Zeytinoğlu, Anadolu Ajansı’na yaptığı açıklamada, Birleşik Krallık’ın Türkiye’nin kıymetli ticaret ortaklarından biri olduğunu belirterek, Türkiye’nin ticaret fazlası verdiği, otomotiv, güçlü beyaz eşya üzere eserlerde kıymetli ihracatı olan bir ülke olduğunu söyledi.
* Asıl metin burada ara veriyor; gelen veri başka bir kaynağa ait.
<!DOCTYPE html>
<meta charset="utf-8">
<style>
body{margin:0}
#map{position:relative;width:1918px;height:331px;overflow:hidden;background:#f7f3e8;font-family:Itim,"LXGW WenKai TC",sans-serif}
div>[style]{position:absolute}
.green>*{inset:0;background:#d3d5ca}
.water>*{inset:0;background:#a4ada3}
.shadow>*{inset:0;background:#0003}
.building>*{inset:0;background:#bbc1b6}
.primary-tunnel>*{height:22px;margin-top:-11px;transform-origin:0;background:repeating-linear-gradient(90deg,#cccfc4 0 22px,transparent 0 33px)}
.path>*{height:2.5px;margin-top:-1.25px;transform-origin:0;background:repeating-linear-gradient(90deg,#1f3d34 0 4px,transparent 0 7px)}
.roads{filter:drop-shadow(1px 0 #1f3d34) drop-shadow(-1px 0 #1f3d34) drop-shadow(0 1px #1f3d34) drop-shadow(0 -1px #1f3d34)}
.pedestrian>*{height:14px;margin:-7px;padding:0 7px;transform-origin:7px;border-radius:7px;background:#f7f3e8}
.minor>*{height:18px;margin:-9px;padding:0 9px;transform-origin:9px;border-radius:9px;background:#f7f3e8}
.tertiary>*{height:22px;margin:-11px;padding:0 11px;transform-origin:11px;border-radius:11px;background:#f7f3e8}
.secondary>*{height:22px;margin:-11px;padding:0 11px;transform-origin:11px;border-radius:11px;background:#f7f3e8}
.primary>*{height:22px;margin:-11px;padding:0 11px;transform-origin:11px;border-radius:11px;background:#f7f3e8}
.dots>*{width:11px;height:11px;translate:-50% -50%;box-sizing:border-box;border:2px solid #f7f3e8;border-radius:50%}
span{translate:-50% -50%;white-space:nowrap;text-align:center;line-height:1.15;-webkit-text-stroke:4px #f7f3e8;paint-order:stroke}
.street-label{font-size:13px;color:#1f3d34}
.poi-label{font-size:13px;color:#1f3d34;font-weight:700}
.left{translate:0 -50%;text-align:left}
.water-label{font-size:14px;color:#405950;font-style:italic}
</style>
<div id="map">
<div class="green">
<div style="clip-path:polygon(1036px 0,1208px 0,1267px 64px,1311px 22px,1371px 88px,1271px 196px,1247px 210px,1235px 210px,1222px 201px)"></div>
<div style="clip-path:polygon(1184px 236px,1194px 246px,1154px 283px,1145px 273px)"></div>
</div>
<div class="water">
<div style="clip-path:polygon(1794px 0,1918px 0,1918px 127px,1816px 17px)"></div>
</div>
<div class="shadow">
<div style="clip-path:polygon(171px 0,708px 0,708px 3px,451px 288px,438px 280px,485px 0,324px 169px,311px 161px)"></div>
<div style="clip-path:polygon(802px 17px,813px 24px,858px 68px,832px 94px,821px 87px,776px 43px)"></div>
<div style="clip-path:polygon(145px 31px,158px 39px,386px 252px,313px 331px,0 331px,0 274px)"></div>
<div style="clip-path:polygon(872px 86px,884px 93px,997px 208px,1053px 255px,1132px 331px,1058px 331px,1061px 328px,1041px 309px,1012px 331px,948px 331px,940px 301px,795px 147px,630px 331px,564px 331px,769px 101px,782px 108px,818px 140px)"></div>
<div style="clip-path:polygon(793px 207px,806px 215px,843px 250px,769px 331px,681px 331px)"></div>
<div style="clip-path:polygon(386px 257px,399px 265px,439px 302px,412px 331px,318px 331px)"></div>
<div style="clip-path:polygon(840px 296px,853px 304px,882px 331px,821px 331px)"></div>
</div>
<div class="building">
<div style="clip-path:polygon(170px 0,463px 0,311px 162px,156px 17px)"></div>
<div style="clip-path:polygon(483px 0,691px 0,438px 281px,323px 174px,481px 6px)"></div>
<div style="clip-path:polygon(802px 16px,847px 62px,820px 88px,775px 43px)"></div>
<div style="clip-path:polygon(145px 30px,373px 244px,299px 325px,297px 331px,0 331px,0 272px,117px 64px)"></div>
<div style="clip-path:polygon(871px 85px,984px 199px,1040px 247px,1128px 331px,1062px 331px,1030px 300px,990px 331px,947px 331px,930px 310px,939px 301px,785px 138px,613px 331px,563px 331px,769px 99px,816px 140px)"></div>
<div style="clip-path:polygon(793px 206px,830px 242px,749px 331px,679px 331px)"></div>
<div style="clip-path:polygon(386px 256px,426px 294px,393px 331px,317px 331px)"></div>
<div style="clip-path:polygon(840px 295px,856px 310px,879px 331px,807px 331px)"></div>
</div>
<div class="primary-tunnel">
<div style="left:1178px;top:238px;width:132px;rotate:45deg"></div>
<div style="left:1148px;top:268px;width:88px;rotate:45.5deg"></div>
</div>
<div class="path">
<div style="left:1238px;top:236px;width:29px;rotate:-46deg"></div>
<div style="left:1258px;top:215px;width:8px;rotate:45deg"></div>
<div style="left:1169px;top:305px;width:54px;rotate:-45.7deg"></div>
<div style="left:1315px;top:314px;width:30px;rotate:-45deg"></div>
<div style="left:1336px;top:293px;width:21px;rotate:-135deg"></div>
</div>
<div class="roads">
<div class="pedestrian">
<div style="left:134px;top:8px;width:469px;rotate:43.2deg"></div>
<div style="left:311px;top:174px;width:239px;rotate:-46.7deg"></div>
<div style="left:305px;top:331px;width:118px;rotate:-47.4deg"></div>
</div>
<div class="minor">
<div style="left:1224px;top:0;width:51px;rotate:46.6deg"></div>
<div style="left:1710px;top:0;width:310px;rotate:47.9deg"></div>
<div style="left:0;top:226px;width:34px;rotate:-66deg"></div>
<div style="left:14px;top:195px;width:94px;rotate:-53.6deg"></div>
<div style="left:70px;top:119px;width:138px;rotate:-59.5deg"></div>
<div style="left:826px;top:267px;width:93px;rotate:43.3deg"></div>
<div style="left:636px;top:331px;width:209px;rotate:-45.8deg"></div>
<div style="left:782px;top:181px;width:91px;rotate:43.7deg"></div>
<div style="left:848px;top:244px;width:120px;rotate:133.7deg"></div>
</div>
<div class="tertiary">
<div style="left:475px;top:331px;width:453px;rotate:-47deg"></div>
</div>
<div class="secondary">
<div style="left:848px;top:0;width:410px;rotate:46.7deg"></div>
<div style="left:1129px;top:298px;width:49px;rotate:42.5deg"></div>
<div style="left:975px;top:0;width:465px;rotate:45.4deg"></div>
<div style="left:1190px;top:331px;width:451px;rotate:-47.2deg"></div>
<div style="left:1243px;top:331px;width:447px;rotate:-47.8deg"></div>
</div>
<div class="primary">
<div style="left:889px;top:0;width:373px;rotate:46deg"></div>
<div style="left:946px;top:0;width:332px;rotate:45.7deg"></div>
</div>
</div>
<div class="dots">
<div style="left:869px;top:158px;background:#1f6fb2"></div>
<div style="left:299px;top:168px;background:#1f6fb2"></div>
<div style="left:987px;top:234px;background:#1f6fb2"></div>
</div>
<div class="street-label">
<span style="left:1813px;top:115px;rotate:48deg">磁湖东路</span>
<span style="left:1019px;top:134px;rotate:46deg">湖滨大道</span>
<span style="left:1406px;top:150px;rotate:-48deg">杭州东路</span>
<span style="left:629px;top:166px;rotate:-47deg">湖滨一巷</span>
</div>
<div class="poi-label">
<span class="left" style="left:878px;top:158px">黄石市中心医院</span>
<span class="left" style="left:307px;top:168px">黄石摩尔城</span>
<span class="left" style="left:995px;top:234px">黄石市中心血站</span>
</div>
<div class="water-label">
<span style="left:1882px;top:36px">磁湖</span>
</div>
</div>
Türkiye’ye gelen yatırımlarda da Birleşik Krallık’ın ön planda yer aldığını aktaran Zeytinoğlu, “Geçen yılın sonunda imzalanan STA ile Birleşik Krallık ve Türkiye ortasında özgür ticaretin devamı sağlandı. Fakat Brexit ile Birleşik Krallık gümrük birliğinden ayrılmış oldu. STA’ya nazaran 2 yıl içinde daha ileri bir muahede için Türkiye ve Birleşik Krallık müzakerelere başlayabilir. Gaye yeni jenerasyon dediğimiz daha geniş ve kapsamlı bir ticaret muahedesi imzalanması” tabirlerini kullandı. Zeytinoğlu, tarım eserleri açısından Birleşik Krallık’ın kıymetli bir pazar olduğunun altını çizerek, “AB’den çıkışının akabinde global Britanya sloganı ile Birleşik Krallık ticaret münasebetlerini çeşitlendirmeyi hedefliyor. Hizmet ticareti ve kamu alımları piyasalarının açılması üzere mevzular da bu yeni muahedenin kapsamına girebilir” dedi. Zeytinoğlu, iki ülke ortasındaki işbirliği kapsamının genişletilebileceğine de dikkat çekti.
MALİYET BASKISI
Zeytinoğlu, kurlarındaki üst taraflı hareketlilik ve dünyada fiyatlarındaki artışın ÜFE’ye çok süratli yansıdığını belirterek, TÜFE’nin iki mislinden de fazla bir maliyet enflasyonunun olduğunu lisana getirdi.Üreticiler üzerinde devam eden maliyet baskısının, önümüzdeki devir tüketici fiyatlarına yansımalarının olabileceğine işaret eden Zeytinoğlu, “Bunun yanında TÜFE’de, önümüzdeki iki üç ay boyunca, geçen yılın birebir periyodunda düşük oranlar gerçekleşmesinden kaynaklı baz tesiri de TÜFE’nin artışına sebep olabilecek bir öteki etken. Münasebetiyle enflasyonda kasım ayına kadar yükselişin devam edeceğini söyleyebiliriz” açıklamasını yaptı. Zeytinoğlu, “Sanayiciler olarak, maliyetlerimizin enflasyon üzerinde artmasını natürel istemeyiz. Cari açık ve bütçe açıklarının ikisinin birlikte olması ülkemizi başka ülkelere karşı kırılgan haline getirebiliyor. Bu noktada biz denk bütçenin değerini sık sık lisana getiriyoruz. Devlet bütçe açığı nedeniyle bankalardan para çekme durumunda kaldığında bizim kullanımımıza açık olan kredilerde azalma oluyor. Bu da faizlerin yükselmesine neden oluyor” yorumunu yaptı.
SANAYİ VE TARIM
Türkiye’nin bu yılının birinci çeyreğine salgın şartlarına karşın 7’lik büyüme ile güçlü bir başlangıç yaptığını anımsatan Zeytinoğlu, şunları kaydetti: “Bu şartlarda dünya genelinde yaşanan daralmaya karşın bizim gerçekleştirdiğimiz yüzde 7’lik oran, 2018’in birinci çeyreğinden bu yana da en yüksek büyüme oranı oldu. Bunu memnuniyetle karşılıyoruz. Yılın ikinci çeyreğinde baz tesirinin de devreye girecek olmasıyla, yıla çift haneli büyüme oranlarıyla devam edeceğimizi bekliyoruz. Geçen yıl, pandeminin en bariz tesirini ikinci çeyrek bilgilerinde hissetmiştik. Çünkü pandemi yoğunluğu ve talep eksikliğinden, geçen yıl ikinci çeyrekte neredeyse yarı yarıya üretim kısılmıştı. Bundan kaynaklı baz tesiriyle de ikinci çeyrekte yüzde 20 oranında bir büyüme gerçekleşebileceğini bekliyoruz. İhracat sayıları, üretim ve kapasite kullanım oranları da ikinci çeyrekte güçlü bir büyüme yakalanacağına işaret. İkinci çeyrekte, pandemiye yönelik önlemler nedeniyle hizmetler kesiminin katkısının zayıf kalacağını, fakat iktisadın lokomotifi olan sanayi ve tarım dallarından büyümeye güçlü katkı gelmesini bekliyoruz.”